**Task to complete**
Read the lines of the data below and retrieve those with "fabs".

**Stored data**
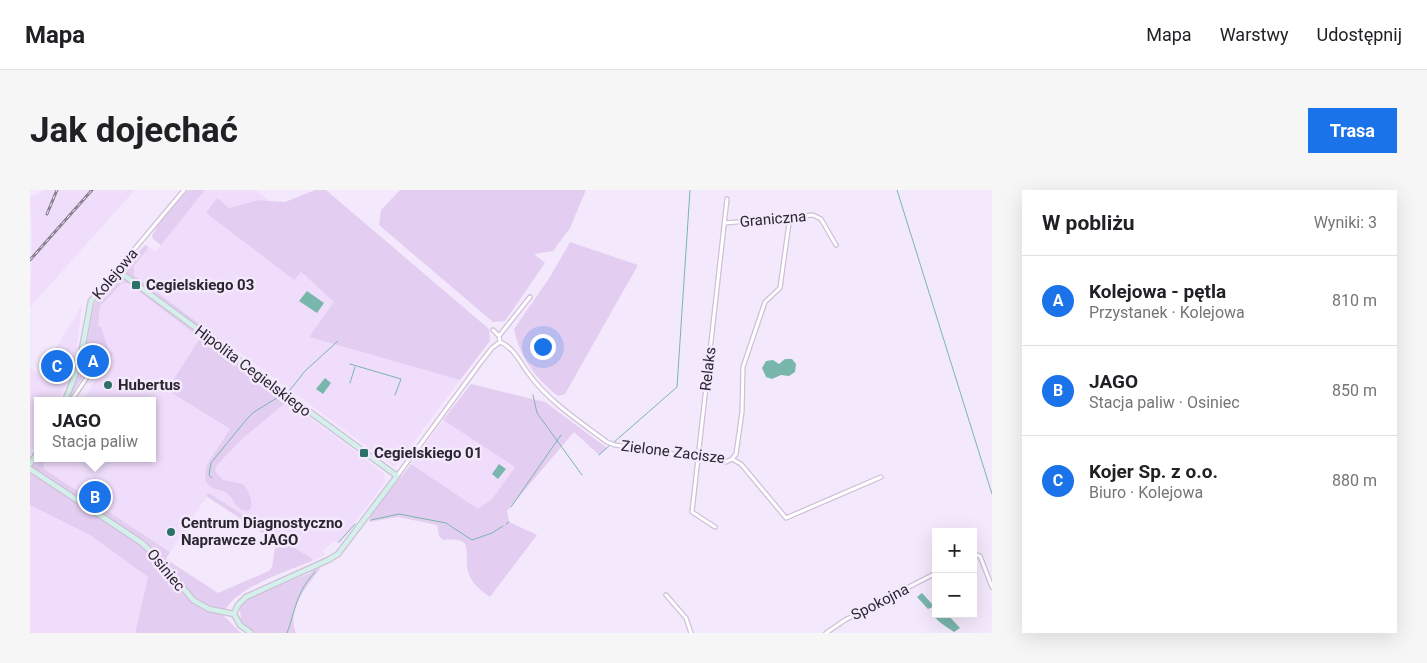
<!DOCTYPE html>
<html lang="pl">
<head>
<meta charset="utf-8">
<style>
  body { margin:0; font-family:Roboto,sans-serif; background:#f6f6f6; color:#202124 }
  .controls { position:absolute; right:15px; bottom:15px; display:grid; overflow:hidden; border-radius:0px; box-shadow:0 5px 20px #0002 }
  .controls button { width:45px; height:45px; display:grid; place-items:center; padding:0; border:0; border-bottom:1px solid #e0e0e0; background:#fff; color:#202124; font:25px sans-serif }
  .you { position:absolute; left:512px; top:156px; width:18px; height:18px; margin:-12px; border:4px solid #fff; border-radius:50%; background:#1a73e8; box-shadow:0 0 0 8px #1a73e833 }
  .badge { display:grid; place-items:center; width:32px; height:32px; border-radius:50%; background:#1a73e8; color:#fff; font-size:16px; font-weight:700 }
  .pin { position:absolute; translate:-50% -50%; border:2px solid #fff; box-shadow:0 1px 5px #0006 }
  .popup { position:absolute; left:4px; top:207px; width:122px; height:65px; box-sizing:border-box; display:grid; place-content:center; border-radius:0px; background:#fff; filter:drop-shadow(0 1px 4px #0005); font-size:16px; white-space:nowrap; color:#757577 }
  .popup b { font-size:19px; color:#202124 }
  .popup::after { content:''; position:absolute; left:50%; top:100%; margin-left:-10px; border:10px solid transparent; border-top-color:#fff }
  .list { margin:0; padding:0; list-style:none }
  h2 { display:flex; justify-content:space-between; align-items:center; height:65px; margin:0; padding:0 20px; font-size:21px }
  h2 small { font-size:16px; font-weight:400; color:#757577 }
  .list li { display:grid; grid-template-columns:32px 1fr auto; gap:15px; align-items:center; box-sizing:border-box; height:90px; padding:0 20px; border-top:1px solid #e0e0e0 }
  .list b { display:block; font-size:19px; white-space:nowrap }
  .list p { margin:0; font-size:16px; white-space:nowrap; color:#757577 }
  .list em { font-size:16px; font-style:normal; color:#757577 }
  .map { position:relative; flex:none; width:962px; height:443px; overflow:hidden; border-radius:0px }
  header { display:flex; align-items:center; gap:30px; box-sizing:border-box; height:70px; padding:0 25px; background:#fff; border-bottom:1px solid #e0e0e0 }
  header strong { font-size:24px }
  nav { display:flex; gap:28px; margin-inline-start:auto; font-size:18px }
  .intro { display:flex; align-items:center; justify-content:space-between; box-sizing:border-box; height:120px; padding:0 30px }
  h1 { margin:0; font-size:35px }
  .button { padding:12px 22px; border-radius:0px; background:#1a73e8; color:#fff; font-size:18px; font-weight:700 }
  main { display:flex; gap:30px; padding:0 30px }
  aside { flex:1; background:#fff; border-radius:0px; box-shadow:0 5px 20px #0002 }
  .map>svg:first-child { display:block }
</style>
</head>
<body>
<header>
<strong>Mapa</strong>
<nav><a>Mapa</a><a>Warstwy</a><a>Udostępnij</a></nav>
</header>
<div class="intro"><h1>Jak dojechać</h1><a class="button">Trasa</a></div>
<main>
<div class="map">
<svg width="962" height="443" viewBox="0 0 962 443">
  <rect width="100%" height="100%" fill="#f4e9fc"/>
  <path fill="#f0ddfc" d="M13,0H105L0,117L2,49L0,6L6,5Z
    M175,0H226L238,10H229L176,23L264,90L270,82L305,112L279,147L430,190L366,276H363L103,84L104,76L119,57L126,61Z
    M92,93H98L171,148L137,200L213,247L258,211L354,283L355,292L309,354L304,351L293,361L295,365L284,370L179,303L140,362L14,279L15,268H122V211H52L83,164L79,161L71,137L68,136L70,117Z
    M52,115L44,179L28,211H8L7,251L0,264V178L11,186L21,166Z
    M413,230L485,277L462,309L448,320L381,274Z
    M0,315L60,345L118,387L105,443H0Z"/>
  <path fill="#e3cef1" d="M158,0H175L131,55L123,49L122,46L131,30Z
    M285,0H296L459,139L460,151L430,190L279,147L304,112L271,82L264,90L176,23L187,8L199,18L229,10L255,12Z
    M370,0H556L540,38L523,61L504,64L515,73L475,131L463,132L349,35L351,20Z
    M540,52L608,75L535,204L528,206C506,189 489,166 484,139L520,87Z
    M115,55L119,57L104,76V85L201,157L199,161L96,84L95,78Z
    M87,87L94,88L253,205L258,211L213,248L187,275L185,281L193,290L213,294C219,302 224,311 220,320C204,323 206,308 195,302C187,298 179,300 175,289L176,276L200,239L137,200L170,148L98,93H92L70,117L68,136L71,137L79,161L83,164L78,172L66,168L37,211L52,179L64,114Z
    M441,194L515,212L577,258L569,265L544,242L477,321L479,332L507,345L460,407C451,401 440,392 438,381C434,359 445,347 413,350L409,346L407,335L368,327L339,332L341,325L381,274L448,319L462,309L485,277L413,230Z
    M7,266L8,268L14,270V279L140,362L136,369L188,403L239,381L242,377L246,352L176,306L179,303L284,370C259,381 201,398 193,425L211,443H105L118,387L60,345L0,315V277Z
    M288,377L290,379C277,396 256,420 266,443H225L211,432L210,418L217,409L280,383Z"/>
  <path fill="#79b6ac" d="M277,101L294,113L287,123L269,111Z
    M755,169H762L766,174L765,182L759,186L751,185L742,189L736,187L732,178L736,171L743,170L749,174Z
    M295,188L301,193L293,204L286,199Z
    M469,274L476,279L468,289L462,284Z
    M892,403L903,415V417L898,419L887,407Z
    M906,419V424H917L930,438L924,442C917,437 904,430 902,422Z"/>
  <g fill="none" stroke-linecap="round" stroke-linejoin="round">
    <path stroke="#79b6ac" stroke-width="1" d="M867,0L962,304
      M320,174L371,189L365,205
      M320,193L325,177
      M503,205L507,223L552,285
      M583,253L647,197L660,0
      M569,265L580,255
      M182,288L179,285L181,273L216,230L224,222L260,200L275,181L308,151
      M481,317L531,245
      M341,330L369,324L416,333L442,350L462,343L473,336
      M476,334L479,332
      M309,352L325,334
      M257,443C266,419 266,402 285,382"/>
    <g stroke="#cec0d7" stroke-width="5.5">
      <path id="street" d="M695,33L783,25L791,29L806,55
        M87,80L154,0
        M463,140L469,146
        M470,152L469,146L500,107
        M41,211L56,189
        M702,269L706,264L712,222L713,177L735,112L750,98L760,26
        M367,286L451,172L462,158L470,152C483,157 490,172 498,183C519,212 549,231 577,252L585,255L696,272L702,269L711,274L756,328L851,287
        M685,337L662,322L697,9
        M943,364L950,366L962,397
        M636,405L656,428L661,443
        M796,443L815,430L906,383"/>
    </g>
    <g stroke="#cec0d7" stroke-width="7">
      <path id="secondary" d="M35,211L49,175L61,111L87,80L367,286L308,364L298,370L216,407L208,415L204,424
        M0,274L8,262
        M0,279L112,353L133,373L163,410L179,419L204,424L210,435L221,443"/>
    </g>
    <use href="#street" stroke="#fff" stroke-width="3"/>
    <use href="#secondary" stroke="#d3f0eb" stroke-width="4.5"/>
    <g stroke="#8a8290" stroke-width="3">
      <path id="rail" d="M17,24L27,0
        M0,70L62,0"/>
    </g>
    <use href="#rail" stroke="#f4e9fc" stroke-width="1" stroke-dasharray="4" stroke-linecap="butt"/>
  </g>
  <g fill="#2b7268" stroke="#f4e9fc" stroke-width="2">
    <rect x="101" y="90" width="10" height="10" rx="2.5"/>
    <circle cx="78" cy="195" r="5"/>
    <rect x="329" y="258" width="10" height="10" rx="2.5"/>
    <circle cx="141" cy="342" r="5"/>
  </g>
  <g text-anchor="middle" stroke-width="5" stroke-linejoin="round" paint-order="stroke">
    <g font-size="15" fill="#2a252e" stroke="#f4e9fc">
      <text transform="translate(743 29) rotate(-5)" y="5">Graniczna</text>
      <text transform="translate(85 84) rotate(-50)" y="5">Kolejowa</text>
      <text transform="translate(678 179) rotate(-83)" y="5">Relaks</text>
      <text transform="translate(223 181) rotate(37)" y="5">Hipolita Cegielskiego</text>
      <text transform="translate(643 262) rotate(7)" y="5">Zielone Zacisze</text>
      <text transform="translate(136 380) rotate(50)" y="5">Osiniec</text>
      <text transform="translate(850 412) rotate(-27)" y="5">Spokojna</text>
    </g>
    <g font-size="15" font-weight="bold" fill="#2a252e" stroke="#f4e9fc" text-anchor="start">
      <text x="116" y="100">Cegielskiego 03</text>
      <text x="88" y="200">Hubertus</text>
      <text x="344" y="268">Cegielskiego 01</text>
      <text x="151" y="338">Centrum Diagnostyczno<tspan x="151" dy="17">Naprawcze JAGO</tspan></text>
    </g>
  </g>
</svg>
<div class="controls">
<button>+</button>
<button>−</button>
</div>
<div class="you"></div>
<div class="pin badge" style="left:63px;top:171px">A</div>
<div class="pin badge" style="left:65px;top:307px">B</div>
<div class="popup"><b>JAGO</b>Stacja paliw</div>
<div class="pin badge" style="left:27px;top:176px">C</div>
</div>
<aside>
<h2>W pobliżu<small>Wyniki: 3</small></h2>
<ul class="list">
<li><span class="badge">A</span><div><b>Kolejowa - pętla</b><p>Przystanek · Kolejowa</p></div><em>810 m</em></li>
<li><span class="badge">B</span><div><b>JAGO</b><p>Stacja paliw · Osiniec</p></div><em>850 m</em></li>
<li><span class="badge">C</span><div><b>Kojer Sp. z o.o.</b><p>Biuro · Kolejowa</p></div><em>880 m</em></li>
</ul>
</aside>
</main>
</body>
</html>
==
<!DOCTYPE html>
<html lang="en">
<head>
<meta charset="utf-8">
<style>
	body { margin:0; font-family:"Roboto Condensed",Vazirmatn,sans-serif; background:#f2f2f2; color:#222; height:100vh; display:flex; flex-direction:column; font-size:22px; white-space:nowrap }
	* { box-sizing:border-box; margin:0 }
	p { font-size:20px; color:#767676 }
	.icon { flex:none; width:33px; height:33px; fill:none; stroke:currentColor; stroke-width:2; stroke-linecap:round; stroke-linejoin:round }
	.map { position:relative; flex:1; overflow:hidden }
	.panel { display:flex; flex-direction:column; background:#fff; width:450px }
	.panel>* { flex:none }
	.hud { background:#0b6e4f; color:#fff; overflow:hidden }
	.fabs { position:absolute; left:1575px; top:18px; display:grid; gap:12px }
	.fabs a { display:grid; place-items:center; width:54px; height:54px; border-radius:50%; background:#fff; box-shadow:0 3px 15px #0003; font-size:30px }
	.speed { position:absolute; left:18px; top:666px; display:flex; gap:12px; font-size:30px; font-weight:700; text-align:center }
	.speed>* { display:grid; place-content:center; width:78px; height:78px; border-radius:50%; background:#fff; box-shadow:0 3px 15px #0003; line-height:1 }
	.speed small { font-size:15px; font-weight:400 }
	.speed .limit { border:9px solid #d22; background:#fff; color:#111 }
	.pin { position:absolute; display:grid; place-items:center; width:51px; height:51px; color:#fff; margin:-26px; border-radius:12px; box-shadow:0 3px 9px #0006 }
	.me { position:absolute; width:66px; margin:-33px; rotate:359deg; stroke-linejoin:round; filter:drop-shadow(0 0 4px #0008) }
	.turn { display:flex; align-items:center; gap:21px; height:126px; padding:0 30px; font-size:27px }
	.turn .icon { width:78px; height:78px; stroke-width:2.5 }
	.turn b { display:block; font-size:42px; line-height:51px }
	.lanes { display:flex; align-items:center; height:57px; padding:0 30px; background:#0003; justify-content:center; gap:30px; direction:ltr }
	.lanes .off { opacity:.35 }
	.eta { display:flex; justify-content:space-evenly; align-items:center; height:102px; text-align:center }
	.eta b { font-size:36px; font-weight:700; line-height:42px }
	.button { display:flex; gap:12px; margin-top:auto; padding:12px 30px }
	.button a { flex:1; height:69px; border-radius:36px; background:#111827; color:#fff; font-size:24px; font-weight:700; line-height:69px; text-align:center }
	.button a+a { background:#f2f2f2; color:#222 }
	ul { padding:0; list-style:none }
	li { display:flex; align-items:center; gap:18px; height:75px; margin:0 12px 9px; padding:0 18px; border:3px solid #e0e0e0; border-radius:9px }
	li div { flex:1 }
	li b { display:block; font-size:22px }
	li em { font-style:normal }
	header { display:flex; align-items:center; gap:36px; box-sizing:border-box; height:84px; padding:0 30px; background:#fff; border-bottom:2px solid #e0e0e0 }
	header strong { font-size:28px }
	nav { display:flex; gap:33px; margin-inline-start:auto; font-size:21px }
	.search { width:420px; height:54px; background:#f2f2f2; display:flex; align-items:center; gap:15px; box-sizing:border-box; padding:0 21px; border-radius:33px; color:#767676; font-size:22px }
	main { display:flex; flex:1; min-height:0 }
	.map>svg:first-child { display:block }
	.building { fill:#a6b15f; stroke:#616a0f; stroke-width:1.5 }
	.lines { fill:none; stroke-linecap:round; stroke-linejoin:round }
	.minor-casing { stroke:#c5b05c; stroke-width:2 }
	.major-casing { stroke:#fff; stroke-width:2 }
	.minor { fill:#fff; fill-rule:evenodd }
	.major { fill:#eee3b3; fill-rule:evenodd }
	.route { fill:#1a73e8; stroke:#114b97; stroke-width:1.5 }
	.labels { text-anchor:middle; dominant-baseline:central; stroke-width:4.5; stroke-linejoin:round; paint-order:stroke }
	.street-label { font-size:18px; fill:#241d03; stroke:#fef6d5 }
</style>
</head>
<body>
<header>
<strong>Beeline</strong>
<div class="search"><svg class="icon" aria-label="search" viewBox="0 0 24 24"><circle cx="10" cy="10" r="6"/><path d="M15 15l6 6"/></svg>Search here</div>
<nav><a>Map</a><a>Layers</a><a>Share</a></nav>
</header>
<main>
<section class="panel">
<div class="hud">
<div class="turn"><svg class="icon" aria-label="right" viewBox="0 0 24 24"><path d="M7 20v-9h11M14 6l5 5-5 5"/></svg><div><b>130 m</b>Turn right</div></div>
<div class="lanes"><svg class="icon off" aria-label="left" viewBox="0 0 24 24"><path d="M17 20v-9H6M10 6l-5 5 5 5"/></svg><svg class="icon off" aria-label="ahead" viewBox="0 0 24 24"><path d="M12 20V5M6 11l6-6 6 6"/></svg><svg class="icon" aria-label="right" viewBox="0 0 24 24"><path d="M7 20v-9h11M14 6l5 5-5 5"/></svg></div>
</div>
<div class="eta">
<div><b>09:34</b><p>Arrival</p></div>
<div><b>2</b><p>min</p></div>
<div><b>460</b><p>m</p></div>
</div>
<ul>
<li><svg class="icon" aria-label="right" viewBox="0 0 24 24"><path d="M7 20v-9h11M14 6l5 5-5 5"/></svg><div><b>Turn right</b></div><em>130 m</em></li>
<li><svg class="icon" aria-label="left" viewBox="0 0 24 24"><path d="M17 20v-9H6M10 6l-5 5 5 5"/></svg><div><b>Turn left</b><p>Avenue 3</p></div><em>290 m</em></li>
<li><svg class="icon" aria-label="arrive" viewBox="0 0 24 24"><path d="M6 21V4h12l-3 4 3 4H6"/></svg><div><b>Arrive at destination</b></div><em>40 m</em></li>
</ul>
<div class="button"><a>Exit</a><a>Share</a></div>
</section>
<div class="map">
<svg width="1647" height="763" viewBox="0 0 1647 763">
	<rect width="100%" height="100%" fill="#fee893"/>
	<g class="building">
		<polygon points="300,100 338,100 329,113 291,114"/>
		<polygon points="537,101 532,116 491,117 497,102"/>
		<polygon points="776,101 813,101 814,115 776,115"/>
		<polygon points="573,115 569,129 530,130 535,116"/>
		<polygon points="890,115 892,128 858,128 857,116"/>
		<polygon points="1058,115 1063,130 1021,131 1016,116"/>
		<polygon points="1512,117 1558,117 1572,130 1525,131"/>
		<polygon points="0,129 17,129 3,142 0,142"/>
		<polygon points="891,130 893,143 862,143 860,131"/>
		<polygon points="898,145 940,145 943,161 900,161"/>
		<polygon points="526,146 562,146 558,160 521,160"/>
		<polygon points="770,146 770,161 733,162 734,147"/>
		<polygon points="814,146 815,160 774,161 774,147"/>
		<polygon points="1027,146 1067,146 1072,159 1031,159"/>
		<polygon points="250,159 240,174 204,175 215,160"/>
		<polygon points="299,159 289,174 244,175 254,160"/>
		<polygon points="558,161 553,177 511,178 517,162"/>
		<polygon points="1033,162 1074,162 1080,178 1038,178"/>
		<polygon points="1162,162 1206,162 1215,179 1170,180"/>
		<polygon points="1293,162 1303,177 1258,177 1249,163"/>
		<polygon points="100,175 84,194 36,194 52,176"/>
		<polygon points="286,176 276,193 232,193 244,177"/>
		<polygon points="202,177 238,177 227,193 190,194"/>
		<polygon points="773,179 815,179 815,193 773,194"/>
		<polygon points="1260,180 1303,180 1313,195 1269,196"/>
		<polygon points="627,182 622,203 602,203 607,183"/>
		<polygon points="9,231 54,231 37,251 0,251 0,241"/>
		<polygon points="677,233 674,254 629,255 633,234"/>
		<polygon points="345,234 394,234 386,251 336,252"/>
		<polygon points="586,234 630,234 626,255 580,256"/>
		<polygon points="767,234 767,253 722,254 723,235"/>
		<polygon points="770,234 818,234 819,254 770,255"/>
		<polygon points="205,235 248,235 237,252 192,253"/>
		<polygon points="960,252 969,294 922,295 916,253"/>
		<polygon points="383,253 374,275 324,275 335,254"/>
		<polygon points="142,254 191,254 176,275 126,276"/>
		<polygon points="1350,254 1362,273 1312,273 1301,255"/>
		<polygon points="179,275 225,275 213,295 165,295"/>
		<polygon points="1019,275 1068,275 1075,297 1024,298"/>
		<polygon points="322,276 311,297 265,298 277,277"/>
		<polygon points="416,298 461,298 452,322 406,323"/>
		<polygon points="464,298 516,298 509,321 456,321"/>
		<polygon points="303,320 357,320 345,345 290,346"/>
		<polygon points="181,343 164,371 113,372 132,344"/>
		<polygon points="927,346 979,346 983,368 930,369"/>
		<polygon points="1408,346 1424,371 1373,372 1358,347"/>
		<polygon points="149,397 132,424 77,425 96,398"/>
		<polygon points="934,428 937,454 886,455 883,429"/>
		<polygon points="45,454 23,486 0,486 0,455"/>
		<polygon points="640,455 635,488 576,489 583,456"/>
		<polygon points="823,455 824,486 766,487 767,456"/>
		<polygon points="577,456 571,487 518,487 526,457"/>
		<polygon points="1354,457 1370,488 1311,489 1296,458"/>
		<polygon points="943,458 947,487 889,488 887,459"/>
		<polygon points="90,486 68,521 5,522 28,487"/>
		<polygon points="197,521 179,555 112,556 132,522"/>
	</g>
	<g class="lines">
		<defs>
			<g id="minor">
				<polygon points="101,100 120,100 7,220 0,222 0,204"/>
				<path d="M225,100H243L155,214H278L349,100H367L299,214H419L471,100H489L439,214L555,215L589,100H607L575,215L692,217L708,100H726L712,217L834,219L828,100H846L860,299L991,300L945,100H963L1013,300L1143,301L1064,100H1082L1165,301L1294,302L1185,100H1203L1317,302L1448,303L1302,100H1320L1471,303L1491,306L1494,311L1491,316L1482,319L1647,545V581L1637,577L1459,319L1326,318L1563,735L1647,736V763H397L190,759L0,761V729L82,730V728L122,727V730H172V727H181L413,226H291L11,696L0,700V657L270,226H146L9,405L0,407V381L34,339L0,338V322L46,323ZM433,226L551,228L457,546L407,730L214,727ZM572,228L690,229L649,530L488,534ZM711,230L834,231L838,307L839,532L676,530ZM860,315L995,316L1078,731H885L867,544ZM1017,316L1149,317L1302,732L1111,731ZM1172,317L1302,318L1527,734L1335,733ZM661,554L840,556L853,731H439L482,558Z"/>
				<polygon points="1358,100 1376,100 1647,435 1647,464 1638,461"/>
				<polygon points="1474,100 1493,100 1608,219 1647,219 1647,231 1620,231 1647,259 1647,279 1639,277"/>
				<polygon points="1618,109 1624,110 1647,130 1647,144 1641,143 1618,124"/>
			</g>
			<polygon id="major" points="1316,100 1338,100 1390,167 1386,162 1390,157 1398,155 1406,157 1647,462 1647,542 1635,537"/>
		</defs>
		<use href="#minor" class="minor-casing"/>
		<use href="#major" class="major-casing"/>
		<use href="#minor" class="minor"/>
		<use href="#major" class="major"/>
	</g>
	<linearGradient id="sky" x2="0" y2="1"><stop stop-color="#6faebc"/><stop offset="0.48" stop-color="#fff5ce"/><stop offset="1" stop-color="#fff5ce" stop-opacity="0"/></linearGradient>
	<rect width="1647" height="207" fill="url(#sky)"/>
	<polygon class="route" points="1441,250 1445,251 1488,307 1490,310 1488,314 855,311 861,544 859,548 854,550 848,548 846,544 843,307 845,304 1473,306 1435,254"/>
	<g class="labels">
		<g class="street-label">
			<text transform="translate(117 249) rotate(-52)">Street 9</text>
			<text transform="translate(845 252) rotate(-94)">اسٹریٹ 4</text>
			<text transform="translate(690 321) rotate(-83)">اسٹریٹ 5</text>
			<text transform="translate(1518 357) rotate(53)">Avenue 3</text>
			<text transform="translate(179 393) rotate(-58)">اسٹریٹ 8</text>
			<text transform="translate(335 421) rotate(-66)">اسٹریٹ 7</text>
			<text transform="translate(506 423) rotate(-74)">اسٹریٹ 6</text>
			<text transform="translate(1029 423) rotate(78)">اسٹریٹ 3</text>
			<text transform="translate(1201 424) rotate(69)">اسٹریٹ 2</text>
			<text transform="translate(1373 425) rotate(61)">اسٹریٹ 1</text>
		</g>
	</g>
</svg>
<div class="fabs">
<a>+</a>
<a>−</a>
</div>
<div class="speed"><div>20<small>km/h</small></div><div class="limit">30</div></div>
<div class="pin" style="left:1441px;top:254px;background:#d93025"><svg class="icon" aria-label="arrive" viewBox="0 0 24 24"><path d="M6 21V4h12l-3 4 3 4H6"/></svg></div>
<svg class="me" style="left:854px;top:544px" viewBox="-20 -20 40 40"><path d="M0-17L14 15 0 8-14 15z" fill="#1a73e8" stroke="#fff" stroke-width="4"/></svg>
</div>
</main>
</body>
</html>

**Task answer**
	.fabs { position:absolute; left:1575px; top:18px; display:grid; gap:12px }
	.fabs a { display:grid; place-items:center; width:54px; height:54px; border-radius:50%; background:#fff; box-shadow:0 3px 15px #0003; font-size:30px }
<div class="fabs">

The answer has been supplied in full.